(Data entries)
* * *
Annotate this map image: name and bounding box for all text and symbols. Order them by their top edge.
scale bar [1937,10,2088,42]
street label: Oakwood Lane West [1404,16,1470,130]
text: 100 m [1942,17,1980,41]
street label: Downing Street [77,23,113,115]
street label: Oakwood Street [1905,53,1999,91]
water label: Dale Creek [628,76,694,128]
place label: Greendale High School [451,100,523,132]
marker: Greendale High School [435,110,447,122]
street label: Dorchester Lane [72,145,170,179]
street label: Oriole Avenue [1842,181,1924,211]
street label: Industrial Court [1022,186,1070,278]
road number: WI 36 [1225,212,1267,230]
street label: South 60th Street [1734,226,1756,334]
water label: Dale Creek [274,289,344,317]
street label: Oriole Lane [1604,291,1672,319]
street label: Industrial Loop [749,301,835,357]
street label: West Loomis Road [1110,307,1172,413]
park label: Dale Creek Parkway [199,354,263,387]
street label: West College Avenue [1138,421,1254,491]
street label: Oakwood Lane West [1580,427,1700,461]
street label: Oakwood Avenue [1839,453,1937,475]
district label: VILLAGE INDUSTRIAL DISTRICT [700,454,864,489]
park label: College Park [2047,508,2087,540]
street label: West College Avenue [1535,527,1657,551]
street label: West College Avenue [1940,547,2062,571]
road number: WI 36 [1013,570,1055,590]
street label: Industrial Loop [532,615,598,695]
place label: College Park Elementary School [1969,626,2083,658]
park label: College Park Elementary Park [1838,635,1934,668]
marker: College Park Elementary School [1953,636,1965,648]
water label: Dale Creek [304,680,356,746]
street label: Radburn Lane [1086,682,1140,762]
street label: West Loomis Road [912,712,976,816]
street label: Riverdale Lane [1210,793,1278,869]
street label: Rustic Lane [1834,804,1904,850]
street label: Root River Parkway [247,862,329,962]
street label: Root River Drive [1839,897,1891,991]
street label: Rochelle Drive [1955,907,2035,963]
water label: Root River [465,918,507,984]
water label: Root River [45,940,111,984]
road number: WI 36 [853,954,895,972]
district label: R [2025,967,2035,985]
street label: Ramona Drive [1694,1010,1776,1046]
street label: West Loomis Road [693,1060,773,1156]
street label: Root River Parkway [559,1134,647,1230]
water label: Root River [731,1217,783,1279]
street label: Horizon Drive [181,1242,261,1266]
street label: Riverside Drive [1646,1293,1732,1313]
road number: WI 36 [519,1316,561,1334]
* * *
TASK OBJECTIVE => Would you please copy every line in the data that contains the word "Loop"?

RESPONSE =>
street label: Industrial Loop [749,301,835,357]
street label: Industrial Loop [532,615,598,695]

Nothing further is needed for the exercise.